Steinbeck e il paradosso di Caino
Il grande romanzo americano non è un’araba fenice. C’è, c’è stato e, con ogni probabilità, ci sarà sempre. Perché gli americani hanno la “frontiera”, hanno gli spazi sconfinati (per quanto ancora?), hanno la genuina ingenuità della razza giovane, hanno sempre a portata di mano la Bibbia e maneggiano (quelli delle ultime generazioni) molto meglio degli altri le contraddizioni del progresso e della tecnologia. E poi perché non rinunciano mai a inserire la dolorosa battaglia tra bene e male che si consuma dentro l’animo umano. Da Moby Dick a Underworld (De Lillo), da Tenera è la notte (Fitzgerald) alla Lettera scarlatta (Hawthorne), da L’arcobaleno della gravità (Pynchon) a L’urlo e il furore (Faulkner), sono tanti i titoli che potrebbero riempire lo scaffale de “grande romanzo americano”. Chi non trovasse tra essi La valle dell’Eden, che pure ne è uno dei prototipi meglio riusciti, può correre in libreria. Bompiani ha appena dato alle stampe una nuova (e molto accurata) edizione del capolavoro di John Steinbeck. La traduzione è nuova di zecca e porta la firma di Maria Baiocchi e Anna Tagliavini (c’è anche una dotta prefazione di Luigi Sampietro).
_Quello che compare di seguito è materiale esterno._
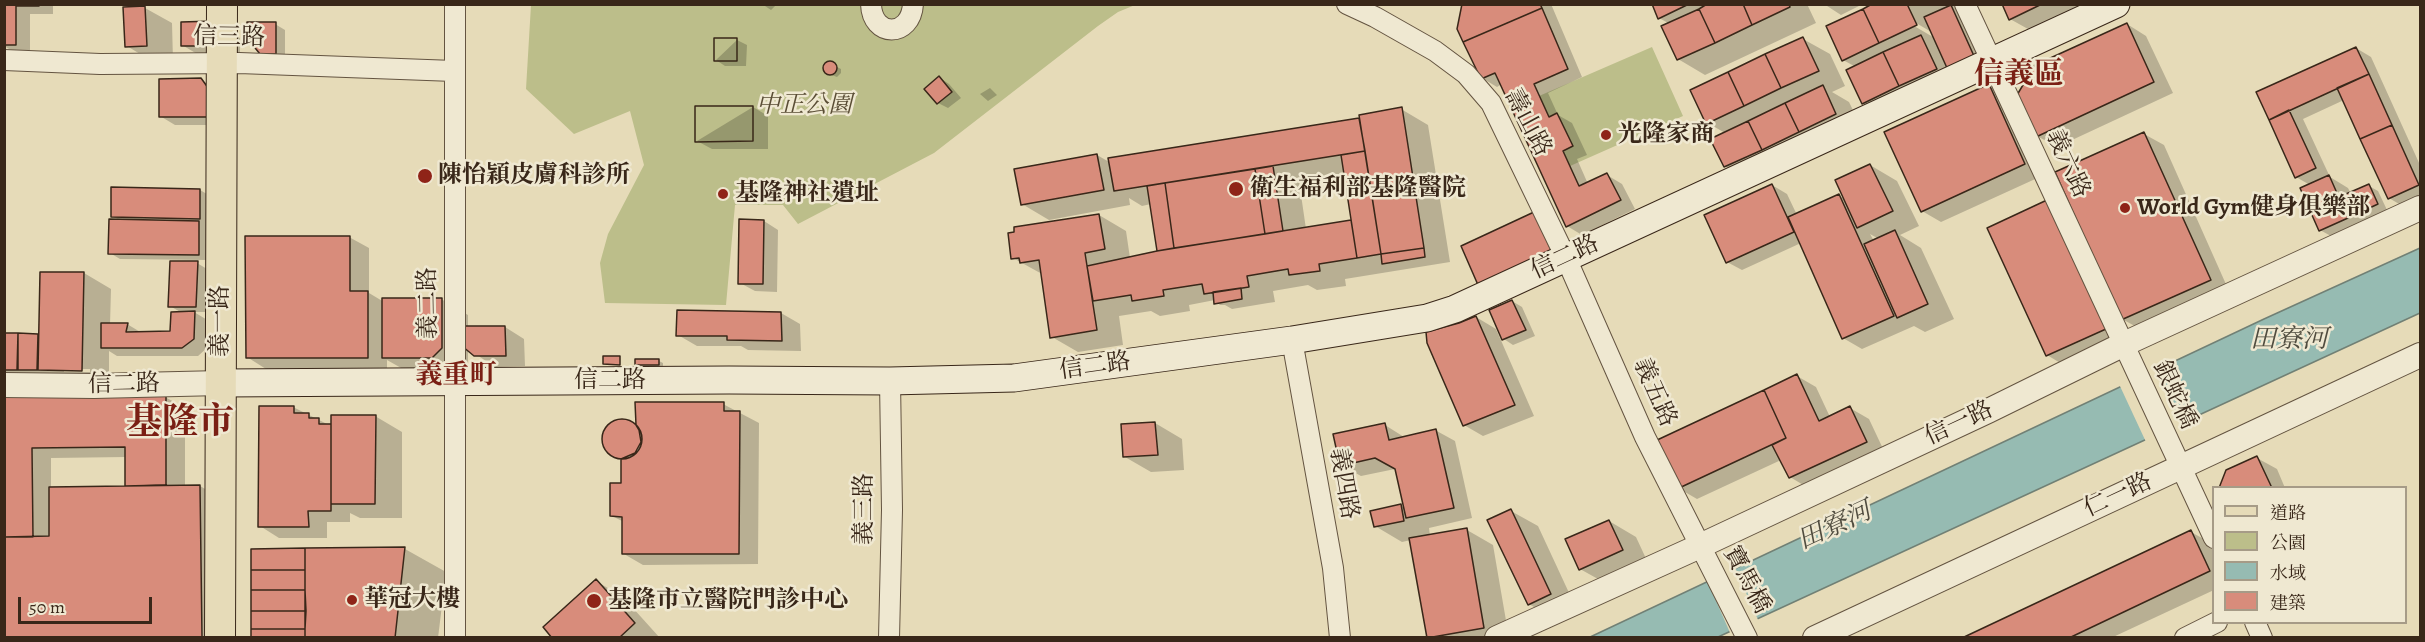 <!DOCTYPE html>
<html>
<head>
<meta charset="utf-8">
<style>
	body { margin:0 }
	#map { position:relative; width:2425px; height:642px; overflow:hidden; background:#e6dbb8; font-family:Alegreya,"Noto Serif TC",serif }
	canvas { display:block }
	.frame { position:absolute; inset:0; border:6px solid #392719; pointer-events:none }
	.legend { position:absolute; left:2212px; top:486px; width:195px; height:138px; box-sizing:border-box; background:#efe8d1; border:2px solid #a69b87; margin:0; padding:8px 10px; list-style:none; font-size:18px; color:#392719 }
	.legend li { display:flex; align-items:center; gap:12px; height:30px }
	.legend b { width:30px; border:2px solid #a69b87 }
	.scale { position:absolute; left:18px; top:597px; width:134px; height:27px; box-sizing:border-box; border:3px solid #392719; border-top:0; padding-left:8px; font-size:18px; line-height:21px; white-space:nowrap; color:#392719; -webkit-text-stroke:4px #efe8d1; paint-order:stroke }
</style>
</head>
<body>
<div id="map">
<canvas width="2425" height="642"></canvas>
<div class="frame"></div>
<ul class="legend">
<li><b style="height:8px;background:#e6dbb8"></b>道路</li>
<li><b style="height:16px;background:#bcbe8a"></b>公園</li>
<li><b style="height:16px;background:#96bbb2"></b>水域</li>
<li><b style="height:16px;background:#d88c7b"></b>建築</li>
</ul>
<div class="scale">50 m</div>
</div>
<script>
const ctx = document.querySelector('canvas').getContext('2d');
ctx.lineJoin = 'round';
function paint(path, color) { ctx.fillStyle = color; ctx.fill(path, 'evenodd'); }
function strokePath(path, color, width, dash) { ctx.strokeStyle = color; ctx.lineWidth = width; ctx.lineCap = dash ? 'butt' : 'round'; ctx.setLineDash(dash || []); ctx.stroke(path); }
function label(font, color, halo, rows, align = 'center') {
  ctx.font = font + ' Alegreya,"Noto Serif TC",serif'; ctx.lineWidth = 5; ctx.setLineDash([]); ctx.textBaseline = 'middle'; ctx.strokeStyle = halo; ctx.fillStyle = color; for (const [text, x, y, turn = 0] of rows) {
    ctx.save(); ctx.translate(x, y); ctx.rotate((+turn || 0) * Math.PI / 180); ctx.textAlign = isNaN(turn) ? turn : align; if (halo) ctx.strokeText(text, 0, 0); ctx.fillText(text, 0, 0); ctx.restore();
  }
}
paint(new Path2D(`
	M531,5h604l-17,7 -20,14 -164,127 -136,71 -15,-19h-48l-9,100 -121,-2 -5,-40 8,-29 36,-69 -14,-54 -56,23 -48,-45z
	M1652,47l31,69 -113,50 -31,-70z`), '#bcbe8a');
const water = new Path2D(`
	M2420,248v65l-702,324 -130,1 676,-319z`);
paint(water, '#96bbb2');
strokePath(water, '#718075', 1.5);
paint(new Path2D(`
	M2155,367l27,58 -36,17 -27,-58z
	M1734,566l25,56 -28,13 -24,-55z`), '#e6dbb8');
paint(new Path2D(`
	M4,4h49v10h-23v39h-14l-12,-7z
	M762,4h15l-6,6z
	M1464,4h87l31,73 -34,16 10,22 14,8 15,32 -10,4 11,25 19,-9 15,9 13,25 -53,26 -15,-9 -65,-142 -5,3 -15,-9z
	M1653,4h154l9,19 -111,52 -27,-16 -15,-32 7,-3 -11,-6z
	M1824,4h39l-22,11z
	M1876,4h93l31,67 -110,48 -27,-16 -7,-36 -13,-7zM1911,20l22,13v4l-24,-14z
	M2003,4h97l-63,30 -27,-15z
	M145,8l27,15 1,38 -20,1 -26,-16z
	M213,23l27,15v17l-31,6 -27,-16z
	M275,24l10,6v28h-14l-10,-6z
	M2127,24l19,12 27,57 -116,54 -20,-11z
	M1803,39l27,15 15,32 -13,6 17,10 13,27 -110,53 -27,-16v-33l-17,-10z
	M737,40l10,5 -1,21h-21l-9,-6z
	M2356,48l15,9 49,108v34l-16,8 -15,-9 -45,-98 -41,19 27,58 18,11 3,6 18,-8 9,5 9,19 -24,11 3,8 -26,12 -20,-11 -10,-45 -14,-8 -38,-84z
	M829,63l12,6v4l-4,4 -8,-3 -4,-4z
	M940,78l9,6 12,14 -13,10 -10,-5z
	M201,80l15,9 9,36h-50l-15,-9z
	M1989,86l19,11 36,78 -103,47 -19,-11z
	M990,88l7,7 -9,6 -8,-7z
	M753,107l15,9v33h-56l-15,-8z
	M1401,109l27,16 22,137 -105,17 1,7 -29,4 -9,-5 -35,6 2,11 -7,1 -36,6 -7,-4h-5l-5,-5 -26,5 1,6 -30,5 -9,-5 -32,5 4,29 -45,7 -26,-15 -10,-63 -29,-16 86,-43 27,16 4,27 29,-6 -8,-48 -9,2 -13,-8 1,7 -81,15 -27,-16 75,-49 14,8 -1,-3 251,-41zM1345,173l8,48 -47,8 -7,-48z
	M2144,134l20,11 65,146 -87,39 -20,-11z
	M1870,165l27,16 22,45 -19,9 21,13 33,71 -29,13 -11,-6 -52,23 -19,-11 -42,-95 -59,27 -15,-8 45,-77 15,9 10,21 42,-19 6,3zM1870,234l9,5 -5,2z
	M113,189l87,1 34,20 -26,50 -88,-1 -10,-6 11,-32 -9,-5z
	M764,221l14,9 -1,62 -22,-1 -15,-8z
	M1989,228l135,112 -57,27 -20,-12z
	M349,237l20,11v45l15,9 57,-3 27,16v13l37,-1 19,12 1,27 -30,1 -27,-18v15l-9,9h-49l-23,-13v8l-121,1 -19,-12z
	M197,263l10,6 -1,43h-12l15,9 -1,26 -10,9h-81l-8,-5v34l-105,-11v-39l36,2 44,-64 27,16 -1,36 17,-1 15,9h29l11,-20 -12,-7zM64,369h26v3h-26z
	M1512,301l10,6 13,29 -22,9 -9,-6z
	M781,313l19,11 1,27 -53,-1 -7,-4h-44l-19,-11z
	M1476,317l20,12 38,87 -51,20 -19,-11 -4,-100z
	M659,361l4,2v4h-22l-5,-3z
	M1797,376l19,11 14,30 20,-9 19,11 16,34 -75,36 -20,-12 -9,-17 -84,39 -19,-11z
	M165,397l20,11v79l15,-1 19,11 2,141h-217v-240zM126,457v30l-75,1v-30z
	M723,404l36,19 -1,141 -115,1 -19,-11v-32l-12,-6 11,-31v-27l-12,-4 -7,-9 2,-15 8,-8 11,-1 12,6z
	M293,407l36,18 46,-9 27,16v86h-42l-10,-5v9h-23v16h-48l-19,-12z
	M1155,423l27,16 2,31 -33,2 -26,-15 -2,-31z
	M1385,425l19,12 31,-7 20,11 17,77 -43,10 1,8 37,-6 26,15 16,93 -81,-1 -17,-97 -9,2 -27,-16 26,-20 5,3 -11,-40 -34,7 -20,-11z
	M2257,458l20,11 8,19h-64z
	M1511,511l27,15 39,84 -21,10 -27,-16z
	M1609,521l27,16 13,28 -42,19 -27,-15z
	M2191,532l20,11 3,6v41l-103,48h-145z
	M405,549l41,23 -8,66h-185l-1,-88z
	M596,581l27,16 37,41h-106z`), '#0003');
const building = new Path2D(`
	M4,4h35v2h-23v39h-12z
	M1462,4h78l2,4 -79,34 -6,-13z
	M1652,4h37l-31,15z
	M1707,4h36l9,21 -37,18 -16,-34z
	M1743,4h46l1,3 -38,18z
	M1872,4h35l10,21 -38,18 -16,-34z
	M2002,4h40l-33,16z
	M1951,5l23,51 -27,12 -23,-51z
	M145,6l2,40 -22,1 -2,-40z
	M1542,8l26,61 -34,15 15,33 8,-4 16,33 -10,5 16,35 28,-13 14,27 -55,27 -71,-154 -14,6 -18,-37z
	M1699,9l16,34 -38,17 -16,-34z
	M1863,9l16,34 -37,18 -16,-35z
	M214,21v18l-7,7h-26v-24z
	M247,22h29v32h-16l-13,-16z
	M2127,23l27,59 -118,55 -19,-42 18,-30z
	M1921,35l16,34 -38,17 -16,-34z
	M1803,37l16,34 -38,17 -16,-34z
	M714,38h23v23h-23z
	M714,38h23v23h-23z
	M2356,47l13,27 -100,46 -13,-28z
	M1883,52l16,34 -37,18 -16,-34z
	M1765,54l16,34 -37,18 -16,-34z
	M823 68a7 7 0 1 1 14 0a7 7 0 1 1-14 0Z
	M1728,72l16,34 -38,18 -16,-34z
	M2369,74l23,51 -32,14 -23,-51z
	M939,76l13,16 -15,12 -13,-15z
	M201,78l10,14v25h-52v-38z
	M1989,84l36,80 -104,48 -37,-80z
	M1823,85l13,29 -37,18 -14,-29z
	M1785,103l14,29 -37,18 -14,-29z
	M695,106h58v35l-58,1z
	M695,106h58v35l-58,1z
	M1402,107l22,141 -43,6 -22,-139z
	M2289,110l27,58 -21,10 -26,-58z
	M1359,118l6,33 -251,40 -6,-33z
	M1748,121l14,29 -38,17 -14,-28z
	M2392,125l27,60 -31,14 -28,-60z
	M2144,132l67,148 -90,40 -66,-148z
	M1365,151l16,103 -24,4 -16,-103z
	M1097,154l7,36 -83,15 -7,-36z
	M1870,164l23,47 -36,17 -22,-48z
	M1273,166l10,65 -18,3 -10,-65z
	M1255,169l10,65 -91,14 -9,-65z
	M2329,175l19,43 -29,13 -19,-43z
	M1165,183l9,65 -17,3 -10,-65z
	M1772,184l22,48 -68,31 -22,-48z
	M2369,184l9,20 -30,14 -9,-21z
	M111,187l89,2v30l-89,-2z
	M1839,194l55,122 -52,23 -54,-122z
	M2047,200l59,129 -60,27 -59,-128z
	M1534,212l18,40 -74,33 -17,-39z
	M1099,214l6,35 -20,4 12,77 -47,8 -11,-78 -19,3 -1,-5 -8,1 -3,-26 6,-1v-5z
	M109,219l90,2v34l-91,-1z
	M739,219l25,1 -1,64h-25z
	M1351,220l6,38 -38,6 1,7 -31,4 -1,-6 -41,7 2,11 -45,7 -2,-10 -39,6 1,6 -32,5 -1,-6 -38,6 -6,-35 70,-15z
	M1895,230l33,74 -31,14 -33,-74z
	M245,236h105v55h18v67h-122z
	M1424,248l1,9 -43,7 -1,-10z
	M170,261h28l-2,46h-28z
	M40,272h44l-2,99 -44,-1z
	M1241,288l1,11 -28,5 -1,-12z
	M382,298h60v50l-10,10h-50z
	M1512,300l14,30 -24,10 -13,-30z
	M677,310l104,2 1,29 -55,-1v-4h-51z
	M195,311l-1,28 -12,9h-81v-25h27l-2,9 44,-1 1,-19z
	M1476,316l39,89 -52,21 -36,-83 -1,-11 33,-9z
	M462,326h43l1,30h-32l-12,-10z
	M4,333h14l-1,37h-13z
	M18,333l20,1 -1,36h-19z
	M603,356h17v9l-17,-1z
	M635,359h24v6h-24z
	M1797,374l22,47 31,-15 17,36 -78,36 -17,-33 14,-7 -22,-48z
	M1764,390l22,48 -109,51 -22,-48z
	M166,395v90l-41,1v-39l-93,1 1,89h-29v-140z
	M635,402h89v9h16l-1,143h-117v-37l-12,-1v-33h11v-24l14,-6 6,-11 -2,-12 -3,-5z
	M259,406h35v7h15v5h10v6h12v87h-23l1,16h-51z
	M331,415h45l-1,89h-44z
	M602 439a20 20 0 1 1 40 0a20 20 0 1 1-40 0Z
	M1155,422l3,33 -35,2 -2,-33z
	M1385,423l4,17 47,-11 18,79 -48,10 -11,-49 -20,-11 -35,8 -7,-32z
	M2257,456l15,32h-53l7,-18z
	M200,485l2,152 -198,1v-101l45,-1v-49z
	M1401,504l3,17 -30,6 -4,-16z
	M1511,509l40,85 -23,11 -41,-85z
	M1609,520l14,30 -44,20 -14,-31z
	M1467,528l17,100 -57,10 -18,-100z
	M2191,530l19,41 -141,67h-107z
	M405,547l-10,91h-90v-90z
	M305,548v22h-54v-21z
	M251,570h54v20h-54z
	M596,579l39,44 -16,15h-67l-9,-11z
	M251,590h54l1,21h-55z
	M251,611h55l-1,18h-54z
	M251,629h54v9h-54z`);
paint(building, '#d88c7b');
strokePath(building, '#392719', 1.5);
const minor = new Path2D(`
	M455,4v634
	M871,4c1,34 40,34 42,0
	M1347,4l28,13 60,34 31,23 25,29 75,155 79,179 102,201
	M1965,4l249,534
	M4,60l96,4 139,-1 215,8
	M1292,340l41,228 7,70
	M2255,622l7,16
	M889,638l3,-128 -2,-129
	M2185,638l32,-16`);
const tertiary = new Path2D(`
	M4,385l90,1 127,-3
	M1497,638l203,-92 288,-135 134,-66 298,-137
	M1815,638l605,-283`);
const secondary = new Path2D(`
	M221,383l508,-3 161,1 124,-3 278,-38 135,-22 28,-9 661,-305`);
const primary = new Path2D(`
	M220,638l2,-634`);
strokePath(minor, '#645441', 22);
strokePath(tertiary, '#645441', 26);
strokePath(secondary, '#392719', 29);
strokePath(primary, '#392719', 32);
strokePath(minor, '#efe8d1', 20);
strokePath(tertiary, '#efe8d1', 24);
strokePath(secondary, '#efe8d1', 27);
strokePath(primary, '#e6dbb8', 30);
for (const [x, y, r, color] of [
	[1606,135,6,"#8f2418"],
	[425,176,8,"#8f2418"],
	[1236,189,8,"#8f2418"],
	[723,194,6,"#8f2418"],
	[2125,208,6,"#8f2418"],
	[352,600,6,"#8f2418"],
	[594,601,8,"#8f2418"]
]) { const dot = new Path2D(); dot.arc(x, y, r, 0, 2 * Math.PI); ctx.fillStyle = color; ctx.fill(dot); strokePath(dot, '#efe8d1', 2); }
label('24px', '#392719', '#efe8d1', [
	["信三路",229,38,1],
	["壽山路",1527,123,62],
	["義六路",2067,164,65],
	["信二路",1565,258,-25],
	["義二路",429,303,-91],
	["義一路",221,321,-90],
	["信二路",1095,367,-8],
	["信二路",610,381],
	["信二路",124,385,-1],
	["義五路",1654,393,66],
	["銀蛇橋",2174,395,65],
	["信一路",1959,424,-25],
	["義四路",1343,484,80],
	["仁一路",2118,496,-25],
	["義三路",865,509,-90],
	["寶馬橋",1746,580,62]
]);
label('italic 24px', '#5a4d35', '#efe8d1', [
	["中正公園",804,106]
]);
label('bold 24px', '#392719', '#efe8d1', [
	["光隆家商",1618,135],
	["陳怡穎皮膚科診所",438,176],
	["衛生福利部基隆醫院",1250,189],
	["基隆神社遺址",735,194],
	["World Gym健身俱樂部",2137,208],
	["華冠大樓",364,600],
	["基隆市立醫院門診中心",608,601]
], 'left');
label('italic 26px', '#504c3f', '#efe8d1', [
	["田寮河",2289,341],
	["田寮河",1835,527,-25]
]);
label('bold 27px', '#7a1f14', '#efe8d1', [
	["義重町",456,376]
]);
label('bold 30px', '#7a1f14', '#efe8d1', [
	["信義區",2019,76]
]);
label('bold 36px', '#7a1f14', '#efe8d1', [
	["基隆市",180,424]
]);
</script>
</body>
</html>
Le storie di tre famiglie si intrecciano in un periodo compreso tra la Guerra Civile e la fine della Grande Guerra. E il racconto si sposta progressivamente dall’Irlanda (paese d’origine di Samuel Hamilton) al Connecticut, per concludersi in una fertile e assolata valle della California. Facendo così il percorso inverso dello stesso Steinbeck che in California è nato e cresciuto prima di trasferirsi sulla East Coast (New York).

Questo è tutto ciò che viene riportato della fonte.